* _Your assignment_
Copy out every line in the entries below that includes "green".

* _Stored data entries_
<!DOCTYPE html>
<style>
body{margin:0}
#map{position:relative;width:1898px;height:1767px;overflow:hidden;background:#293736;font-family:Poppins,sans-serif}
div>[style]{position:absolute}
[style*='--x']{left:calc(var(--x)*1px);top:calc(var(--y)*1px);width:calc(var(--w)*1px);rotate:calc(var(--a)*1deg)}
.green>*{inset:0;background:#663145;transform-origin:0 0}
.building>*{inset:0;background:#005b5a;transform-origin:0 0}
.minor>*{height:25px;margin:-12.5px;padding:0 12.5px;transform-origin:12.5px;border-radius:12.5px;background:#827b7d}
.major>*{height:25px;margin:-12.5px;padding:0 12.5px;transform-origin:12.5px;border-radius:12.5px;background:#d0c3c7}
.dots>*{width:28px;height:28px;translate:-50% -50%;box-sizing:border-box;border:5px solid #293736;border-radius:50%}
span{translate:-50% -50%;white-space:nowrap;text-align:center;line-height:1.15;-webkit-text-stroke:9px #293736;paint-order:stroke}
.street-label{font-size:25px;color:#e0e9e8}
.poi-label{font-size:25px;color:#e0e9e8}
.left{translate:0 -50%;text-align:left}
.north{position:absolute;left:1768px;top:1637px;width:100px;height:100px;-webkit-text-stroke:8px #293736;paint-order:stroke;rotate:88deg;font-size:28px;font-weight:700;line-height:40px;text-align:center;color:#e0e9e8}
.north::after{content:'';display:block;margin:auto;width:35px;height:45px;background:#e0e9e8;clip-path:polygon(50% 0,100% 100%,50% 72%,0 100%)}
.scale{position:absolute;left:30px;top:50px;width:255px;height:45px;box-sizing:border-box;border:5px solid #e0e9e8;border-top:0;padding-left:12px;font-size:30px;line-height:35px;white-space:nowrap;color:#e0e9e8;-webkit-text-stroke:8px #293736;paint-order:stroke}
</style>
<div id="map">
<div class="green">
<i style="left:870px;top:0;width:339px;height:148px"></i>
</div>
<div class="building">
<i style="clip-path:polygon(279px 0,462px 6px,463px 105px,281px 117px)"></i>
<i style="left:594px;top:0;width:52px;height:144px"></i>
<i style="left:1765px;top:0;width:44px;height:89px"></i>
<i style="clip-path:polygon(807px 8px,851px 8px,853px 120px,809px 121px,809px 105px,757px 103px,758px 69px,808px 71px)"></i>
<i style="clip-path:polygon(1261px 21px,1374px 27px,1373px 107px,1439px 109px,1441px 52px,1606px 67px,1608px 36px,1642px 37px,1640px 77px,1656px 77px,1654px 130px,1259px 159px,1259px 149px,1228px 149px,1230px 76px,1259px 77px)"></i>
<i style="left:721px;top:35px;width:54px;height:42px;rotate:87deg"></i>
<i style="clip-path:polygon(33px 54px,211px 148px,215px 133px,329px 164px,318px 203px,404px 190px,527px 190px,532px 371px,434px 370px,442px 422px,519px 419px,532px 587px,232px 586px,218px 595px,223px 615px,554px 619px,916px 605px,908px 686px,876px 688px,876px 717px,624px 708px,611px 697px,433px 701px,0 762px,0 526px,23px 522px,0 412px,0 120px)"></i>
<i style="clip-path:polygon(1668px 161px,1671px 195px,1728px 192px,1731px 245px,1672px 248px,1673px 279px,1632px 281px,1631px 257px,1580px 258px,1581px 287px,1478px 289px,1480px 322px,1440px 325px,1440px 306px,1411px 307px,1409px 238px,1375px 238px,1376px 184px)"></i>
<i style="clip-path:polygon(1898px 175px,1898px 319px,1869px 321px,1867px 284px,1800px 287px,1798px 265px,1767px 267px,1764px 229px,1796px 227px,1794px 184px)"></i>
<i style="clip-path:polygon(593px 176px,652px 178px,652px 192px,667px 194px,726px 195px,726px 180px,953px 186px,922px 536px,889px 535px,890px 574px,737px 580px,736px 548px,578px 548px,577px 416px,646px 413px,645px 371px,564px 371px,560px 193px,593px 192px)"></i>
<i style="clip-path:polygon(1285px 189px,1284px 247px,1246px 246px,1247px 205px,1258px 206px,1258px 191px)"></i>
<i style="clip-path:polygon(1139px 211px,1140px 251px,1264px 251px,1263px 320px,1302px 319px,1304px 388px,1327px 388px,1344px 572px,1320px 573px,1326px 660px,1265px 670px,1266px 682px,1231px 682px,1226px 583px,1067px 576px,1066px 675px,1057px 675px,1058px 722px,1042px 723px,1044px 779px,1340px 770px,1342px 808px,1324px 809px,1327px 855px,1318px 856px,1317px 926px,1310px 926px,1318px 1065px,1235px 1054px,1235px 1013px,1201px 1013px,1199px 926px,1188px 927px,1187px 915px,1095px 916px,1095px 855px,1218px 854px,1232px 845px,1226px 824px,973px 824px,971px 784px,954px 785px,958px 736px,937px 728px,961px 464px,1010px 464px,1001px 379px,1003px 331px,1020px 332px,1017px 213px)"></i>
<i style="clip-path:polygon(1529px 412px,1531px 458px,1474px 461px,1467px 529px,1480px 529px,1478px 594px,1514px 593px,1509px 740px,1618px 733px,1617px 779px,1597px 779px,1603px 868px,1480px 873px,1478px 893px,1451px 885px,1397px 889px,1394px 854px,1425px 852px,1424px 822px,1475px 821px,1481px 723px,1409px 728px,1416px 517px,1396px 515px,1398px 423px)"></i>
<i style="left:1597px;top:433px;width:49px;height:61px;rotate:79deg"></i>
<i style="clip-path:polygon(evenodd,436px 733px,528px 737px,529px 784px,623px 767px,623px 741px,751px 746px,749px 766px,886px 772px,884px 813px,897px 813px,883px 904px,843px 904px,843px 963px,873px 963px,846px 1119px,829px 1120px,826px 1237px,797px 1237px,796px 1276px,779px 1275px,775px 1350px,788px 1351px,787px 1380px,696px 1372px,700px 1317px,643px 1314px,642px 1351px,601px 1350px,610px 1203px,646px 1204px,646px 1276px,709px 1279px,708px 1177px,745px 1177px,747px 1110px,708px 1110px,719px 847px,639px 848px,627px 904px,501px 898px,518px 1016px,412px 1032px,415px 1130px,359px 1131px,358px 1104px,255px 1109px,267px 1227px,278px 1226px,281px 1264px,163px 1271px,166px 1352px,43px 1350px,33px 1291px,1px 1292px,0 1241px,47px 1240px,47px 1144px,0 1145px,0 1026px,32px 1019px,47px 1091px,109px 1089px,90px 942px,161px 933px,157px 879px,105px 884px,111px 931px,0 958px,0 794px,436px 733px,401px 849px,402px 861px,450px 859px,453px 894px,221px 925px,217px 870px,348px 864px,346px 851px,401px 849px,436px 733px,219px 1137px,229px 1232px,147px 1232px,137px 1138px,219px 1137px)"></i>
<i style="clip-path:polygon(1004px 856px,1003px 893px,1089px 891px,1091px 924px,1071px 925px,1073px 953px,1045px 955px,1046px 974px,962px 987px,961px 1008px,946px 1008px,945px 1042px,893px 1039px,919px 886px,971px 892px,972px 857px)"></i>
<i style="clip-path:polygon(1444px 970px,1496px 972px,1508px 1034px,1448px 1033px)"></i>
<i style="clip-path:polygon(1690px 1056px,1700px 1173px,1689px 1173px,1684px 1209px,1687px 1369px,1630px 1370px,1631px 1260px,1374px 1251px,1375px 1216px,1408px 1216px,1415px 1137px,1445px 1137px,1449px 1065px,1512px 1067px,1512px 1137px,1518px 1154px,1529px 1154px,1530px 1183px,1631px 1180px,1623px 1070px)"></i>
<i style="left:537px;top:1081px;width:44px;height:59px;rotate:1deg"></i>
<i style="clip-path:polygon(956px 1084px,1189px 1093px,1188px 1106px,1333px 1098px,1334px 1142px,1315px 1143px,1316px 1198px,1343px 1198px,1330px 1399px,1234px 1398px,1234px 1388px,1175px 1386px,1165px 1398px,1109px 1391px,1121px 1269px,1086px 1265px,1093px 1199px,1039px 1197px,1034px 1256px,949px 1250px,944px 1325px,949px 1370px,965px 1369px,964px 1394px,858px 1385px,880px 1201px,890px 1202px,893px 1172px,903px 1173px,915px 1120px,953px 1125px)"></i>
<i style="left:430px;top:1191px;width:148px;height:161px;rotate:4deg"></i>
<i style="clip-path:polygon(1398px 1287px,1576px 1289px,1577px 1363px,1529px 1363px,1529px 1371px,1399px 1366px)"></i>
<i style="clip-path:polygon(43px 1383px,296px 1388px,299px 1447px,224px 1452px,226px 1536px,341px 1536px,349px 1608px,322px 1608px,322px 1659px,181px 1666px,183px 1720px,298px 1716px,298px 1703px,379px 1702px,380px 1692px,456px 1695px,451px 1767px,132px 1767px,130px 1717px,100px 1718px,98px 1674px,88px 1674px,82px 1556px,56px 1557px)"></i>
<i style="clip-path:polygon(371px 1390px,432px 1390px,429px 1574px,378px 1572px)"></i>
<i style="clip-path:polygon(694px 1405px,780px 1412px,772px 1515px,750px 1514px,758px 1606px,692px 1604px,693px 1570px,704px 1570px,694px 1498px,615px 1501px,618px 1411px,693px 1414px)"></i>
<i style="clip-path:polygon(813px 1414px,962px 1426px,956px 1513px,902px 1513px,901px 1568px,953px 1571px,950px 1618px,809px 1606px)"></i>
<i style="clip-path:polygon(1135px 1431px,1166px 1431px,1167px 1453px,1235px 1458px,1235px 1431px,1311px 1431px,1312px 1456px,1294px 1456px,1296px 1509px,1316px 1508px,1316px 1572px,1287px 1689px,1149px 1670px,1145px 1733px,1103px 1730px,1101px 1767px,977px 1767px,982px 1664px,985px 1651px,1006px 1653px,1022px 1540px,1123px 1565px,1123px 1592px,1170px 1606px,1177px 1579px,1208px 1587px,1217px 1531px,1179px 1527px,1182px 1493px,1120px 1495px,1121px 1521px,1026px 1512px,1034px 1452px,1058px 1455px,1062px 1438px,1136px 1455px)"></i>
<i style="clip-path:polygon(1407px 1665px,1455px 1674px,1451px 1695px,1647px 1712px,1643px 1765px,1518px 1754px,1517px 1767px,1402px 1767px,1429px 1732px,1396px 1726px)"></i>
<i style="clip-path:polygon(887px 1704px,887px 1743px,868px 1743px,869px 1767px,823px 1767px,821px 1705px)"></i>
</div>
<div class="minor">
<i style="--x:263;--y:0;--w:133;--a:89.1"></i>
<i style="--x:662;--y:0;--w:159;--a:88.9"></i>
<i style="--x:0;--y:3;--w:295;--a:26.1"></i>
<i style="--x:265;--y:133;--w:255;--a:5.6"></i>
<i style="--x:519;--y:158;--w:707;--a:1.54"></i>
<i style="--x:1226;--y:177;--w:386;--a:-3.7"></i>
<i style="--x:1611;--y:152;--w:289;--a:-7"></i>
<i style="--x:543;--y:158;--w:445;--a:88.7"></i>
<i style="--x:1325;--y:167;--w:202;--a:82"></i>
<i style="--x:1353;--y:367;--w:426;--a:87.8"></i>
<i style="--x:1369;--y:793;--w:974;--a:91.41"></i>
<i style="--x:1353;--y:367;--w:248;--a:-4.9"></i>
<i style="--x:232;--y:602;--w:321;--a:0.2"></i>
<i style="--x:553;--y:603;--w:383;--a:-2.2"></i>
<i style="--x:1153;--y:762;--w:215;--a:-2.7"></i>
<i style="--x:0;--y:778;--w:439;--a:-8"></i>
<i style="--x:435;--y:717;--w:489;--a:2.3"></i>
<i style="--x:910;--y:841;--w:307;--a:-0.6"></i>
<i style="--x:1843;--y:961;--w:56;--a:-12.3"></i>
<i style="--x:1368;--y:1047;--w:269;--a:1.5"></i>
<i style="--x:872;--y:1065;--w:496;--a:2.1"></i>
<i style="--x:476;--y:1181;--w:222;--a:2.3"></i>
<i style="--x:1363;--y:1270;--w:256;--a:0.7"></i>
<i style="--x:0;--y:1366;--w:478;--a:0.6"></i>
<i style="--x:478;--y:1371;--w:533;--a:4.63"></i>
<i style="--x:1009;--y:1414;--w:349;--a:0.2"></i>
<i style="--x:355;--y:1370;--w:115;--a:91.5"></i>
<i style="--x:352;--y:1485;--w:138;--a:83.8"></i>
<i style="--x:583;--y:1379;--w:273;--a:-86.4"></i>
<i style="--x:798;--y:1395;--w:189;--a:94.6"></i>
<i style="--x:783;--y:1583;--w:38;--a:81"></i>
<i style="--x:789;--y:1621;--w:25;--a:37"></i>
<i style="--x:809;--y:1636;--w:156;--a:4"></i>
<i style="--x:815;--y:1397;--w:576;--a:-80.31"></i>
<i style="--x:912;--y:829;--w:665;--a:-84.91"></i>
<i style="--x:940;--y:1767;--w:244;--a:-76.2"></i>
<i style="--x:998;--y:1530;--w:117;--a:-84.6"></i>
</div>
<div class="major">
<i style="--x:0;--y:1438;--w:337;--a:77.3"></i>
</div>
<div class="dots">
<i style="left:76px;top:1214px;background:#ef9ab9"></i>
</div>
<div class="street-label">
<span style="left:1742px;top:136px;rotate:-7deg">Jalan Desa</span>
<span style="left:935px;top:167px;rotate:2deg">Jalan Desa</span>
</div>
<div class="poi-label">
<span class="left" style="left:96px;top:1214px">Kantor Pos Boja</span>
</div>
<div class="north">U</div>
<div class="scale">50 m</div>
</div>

* _Written solution_
.green>*{inset:0;background:#663145;transform-origin:0 0}
<div class="green">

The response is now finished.